PROBLEM STATEMENT:
Restate the records that follow. Every word must match.

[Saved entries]

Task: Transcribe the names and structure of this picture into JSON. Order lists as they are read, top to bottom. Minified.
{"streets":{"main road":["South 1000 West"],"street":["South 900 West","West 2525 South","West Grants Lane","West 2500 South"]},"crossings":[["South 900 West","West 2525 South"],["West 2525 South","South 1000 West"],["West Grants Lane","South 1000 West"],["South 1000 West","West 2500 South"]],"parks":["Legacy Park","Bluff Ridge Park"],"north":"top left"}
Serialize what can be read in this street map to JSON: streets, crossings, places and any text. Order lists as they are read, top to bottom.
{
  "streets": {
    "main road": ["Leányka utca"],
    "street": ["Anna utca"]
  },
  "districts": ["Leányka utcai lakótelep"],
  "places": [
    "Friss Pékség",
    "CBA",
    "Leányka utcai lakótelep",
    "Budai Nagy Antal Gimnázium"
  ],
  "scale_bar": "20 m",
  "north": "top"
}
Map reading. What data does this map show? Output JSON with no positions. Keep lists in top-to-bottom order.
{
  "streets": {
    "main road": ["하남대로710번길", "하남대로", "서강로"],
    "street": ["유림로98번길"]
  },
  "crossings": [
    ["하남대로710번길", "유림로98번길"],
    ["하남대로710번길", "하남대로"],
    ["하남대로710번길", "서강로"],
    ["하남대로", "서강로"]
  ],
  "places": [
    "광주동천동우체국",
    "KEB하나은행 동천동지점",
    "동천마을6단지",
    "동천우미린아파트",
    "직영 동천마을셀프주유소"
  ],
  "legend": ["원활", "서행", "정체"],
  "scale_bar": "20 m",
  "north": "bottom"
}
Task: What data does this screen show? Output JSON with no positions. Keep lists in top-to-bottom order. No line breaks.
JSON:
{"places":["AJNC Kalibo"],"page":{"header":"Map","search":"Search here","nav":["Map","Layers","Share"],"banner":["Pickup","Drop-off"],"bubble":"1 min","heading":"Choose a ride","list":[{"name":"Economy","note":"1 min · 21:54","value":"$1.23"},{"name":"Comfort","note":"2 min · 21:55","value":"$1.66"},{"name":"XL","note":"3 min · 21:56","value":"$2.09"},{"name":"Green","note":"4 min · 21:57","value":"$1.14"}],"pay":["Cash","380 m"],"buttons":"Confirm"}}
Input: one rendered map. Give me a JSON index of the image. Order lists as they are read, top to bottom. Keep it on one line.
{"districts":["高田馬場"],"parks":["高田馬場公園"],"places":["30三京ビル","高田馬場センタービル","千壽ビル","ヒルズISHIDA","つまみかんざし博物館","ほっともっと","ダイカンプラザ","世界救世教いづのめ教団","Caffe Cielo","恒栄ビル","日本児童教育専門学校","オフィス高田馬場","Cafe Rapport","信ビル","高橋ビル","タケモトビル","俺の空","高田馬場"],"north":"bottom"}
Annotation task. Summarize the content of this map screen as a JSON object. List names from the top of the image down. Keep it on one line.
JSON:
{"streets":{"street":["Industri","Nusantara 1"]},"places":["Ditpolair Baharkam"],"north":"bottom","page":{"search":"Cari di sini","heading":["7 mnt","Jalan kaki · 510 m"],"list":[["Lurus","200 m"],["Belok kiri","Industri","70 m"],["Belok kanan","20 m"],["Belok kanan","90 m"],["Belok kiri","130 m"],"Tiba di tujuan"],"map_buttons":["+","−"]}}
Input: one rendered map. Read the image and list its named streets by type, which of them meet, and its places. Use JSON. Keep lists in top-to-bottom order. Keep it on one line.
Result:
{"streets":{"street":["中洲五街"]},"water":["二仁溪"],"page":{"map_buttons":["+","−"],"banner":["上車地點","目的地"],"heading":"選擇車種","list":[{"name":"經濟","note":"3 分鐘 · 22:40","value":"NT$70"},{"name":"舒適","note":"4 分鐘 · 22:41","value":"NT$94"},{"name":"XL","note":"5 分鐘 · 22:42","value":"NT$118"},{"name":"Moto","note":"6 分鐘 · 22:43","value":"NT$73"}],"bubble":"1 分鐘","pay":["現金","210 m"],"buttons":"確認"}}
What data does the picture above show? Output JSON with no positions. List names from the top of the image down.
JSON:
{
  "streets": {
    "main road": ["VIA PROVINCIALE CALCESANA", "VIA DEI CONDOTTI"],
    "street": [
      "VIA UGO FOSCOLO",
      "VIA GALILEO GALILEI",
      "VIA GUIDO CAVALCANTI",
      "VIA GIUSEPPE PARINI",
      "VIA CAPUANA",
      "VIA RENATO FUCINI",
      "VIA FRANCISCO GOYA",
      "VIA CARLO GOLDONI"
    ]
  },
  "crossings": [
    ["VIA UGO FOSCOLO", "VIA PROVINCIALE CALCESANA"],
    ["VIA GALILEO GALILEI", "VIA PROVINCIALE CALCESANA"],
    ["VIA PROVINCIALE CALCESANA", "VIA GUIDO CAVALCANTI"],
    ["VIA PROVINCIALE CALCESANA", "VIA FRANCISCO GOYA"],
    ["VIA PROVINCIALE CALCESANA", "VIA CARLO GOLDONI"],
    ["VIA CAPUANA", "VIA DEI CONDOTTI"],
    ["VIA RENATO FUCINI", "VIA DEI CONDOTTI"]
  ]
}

YOUR SOLUTION:
Task: Transcribe the names and structure of this picture into JSON. Order lists as they are read, top to bottom. Minified.
{"streets":{"main road":["South 1000 West"],"street":["South 900 West","West 2525 South","West Grants Lane","West 2500 South"]},"crossings":[["South 900 West","West 2525 South"],["West 2525 South","South 1000 West"],["West Grants Lane","South 1000 West"],["South 1000 West","West 2500 South"]],"parks":["Legacy Park","Bluff Ridge Park"],"north":"top left"}
Serialize what can be read in this street map to JSON: streets, crossings, places and any text. Order lists as they are read, top to bottom.
{
  "streets": {
    "main road": ["Leányka utca"],
    "street": ["Anna utca"]
  },
  "districts": ["Leányka utcai lakótelep"],
  "places": [
    "Friss Pékség",
    "CBA",
    "Leányka utcai lakótelep",
    "Budai Nagy Antal Gimnázium"
  ],
  "scale_bar": "20 m",
  "north": "top"
}
Map reading. What data does this map show? Output JSON with no positions. Keep lists in top-to-bottom order.
{
  "streets": {
    "main road": ["하남대로710번길", "하남대로", "서강로"],
    "street": ["유림로98번길"]
  },
  "crossings": [
    ["하남대로710번길", "유림로98번길"],
    ["하남대로710번길", "하남대로"],
    ["하남대로710번길", "서강로"],
    ["하남대로", "서강로"]
  ],
  "places": [
    "광주동천동우체국",
    "KEB하나은행 동천동지점",
    "동천마을6단지",
    "동천우미린아파트",
    "직영 동천마을셀프주유소"
  ],
  "legend": ["원활", "서행", "정체"],
  "scale_bar": "20 m",
  "north": "bottom"
}
Task: What data does this screen show? Output JSON with no positions. Keep lists in top-to-bottom order. No line breaks.
JSON:
{"places":["AJNC Kalibo"],"page":{"header":"Map","search":"Search here","nav":["Map","Layers","Share"],"banner":["Pickup","Drop-off"],"bubble":"1 min","heading":"Choose a ride","list":[{"name":"Economy","note":"1 min · 21:54","value":"$1.23"},{"name":"Comfort","note":"2 min · 21:55","value":"$1.66"},{"name":"XL","note":"3 min · 21:56","value":"$2.09"},{"name":"Green","note":"4 min · 21:57","value":"$1.14"}],"pay":["Cash","380 m"],"buttons":"Confirm"}}
Input: one rendered map. Give me a JSON index of the image. Order lists as they are read, top to bottom. Keep it on one line.
{"districts":["高田馬場"],"parks":["高田馬場公園"],"places":["30三京ビル","高田馬場センタービル","千壽ビル","ヒルズISHIDA","つまみかんざし博物館","ほっともっと","ダイカンプラザ","世界救世教いづのめ教団","Caffe Cielo","恒栄ビル","日本児童教育専門学校","オフィス高田馬場","Cafe Rapport","信ビル","高橋ビル","タケモトビル","俺の空","高田馬場"],"north":"bottom"}
Annotation task. Summarize the content of this map screen as a JSON object. List names from the top of the image down. Keep it on one line.
JSON:
{"streets":{"street":["Industri","Nusantara 1"]},"places":["Ditpolair Baharkam"],"north":"bottom","page":{"search":"Cari di sini","heading":["7 mnt","Jalan kaki · 510 m"],"list":[["Lurus","200 m"],["Belok kiri","Industri","70 m"],["Belok kanan","20 m"],["Belok kanan","90 m"],["Belok kiri","130 m"],"Tiba di tujuan"],"map_buttons":["+","−"]}}
Input: one rendered map. Read the image and list its named streets by type, which of them meet, and its places. Use JSON. Keep lists in top-to-bottom order. Keep it on one line.
Result:
{"streets":{"street":["中洲五街"]},"water":["二仁溪"],"page":{"map_buttons":["+","−"],"banner":["上車地點","目的地"],"heading":"選擇車種","list":[{"name":"經濟","note":"3 分鐘 · 22:40","value":"NT$70"},{"name":"舒適","note":"4 分鐘 · 22:41","value":"NT$94"},{"name":"XL","note":"5 分鐘 · 22:42","value":"NT$118"},{"name":"Moto","note":"6 分鐘 · 22:43","value":"NT$73"}],"bubble":"1 分鐘","pay":["現金","210 m"],"buttons":"確認"}}
What data does the picture above show? Output JSON with no positions. List names from the top of the image down.
JSON:
{
  "streets": {
    "main road": ["VIA PROVINCIALE CALCESANA", "VIA DEI CONDOTTI"],
    "street": [
      "VIA UGO FOSCOLO",
      "VIA GALILEO GALILEI",
      "VIA GUIDO CAVALCANTI",
      "VIA GIUSEPPE PARINI",
      "VIA CAPUANA",
      "VIA RENATO FUCINI",
      "VIA FRANCISCO GOYA",
      "VIA CARLO GOLDONI"
    ]
  },
  "crossings": [
    ["VIA UGO FOSCOLO", "VIA PROVINCIALE CALCESANA"],
    ["VIA GALILEO GALILEI", "VIA PROVINCIALE CALCESANA"],
    ["VIA PROVINCIALE CALCESANA", "VIA GUIDO CAVALCANTI"],
    ["VIA PROVINCIALE CALCESANA", "VIA FRANCISCO GOYA"],
    ["VIA PROVINCIALE CALCESANA", "VIA CARLO GOLDONI"],
    ["VIA CAPUANA", "VIA DEI CONDOTTI"],
    ["VIA RENATO FUCINI", "VIA DEI CONDOTTI"]
  ]
}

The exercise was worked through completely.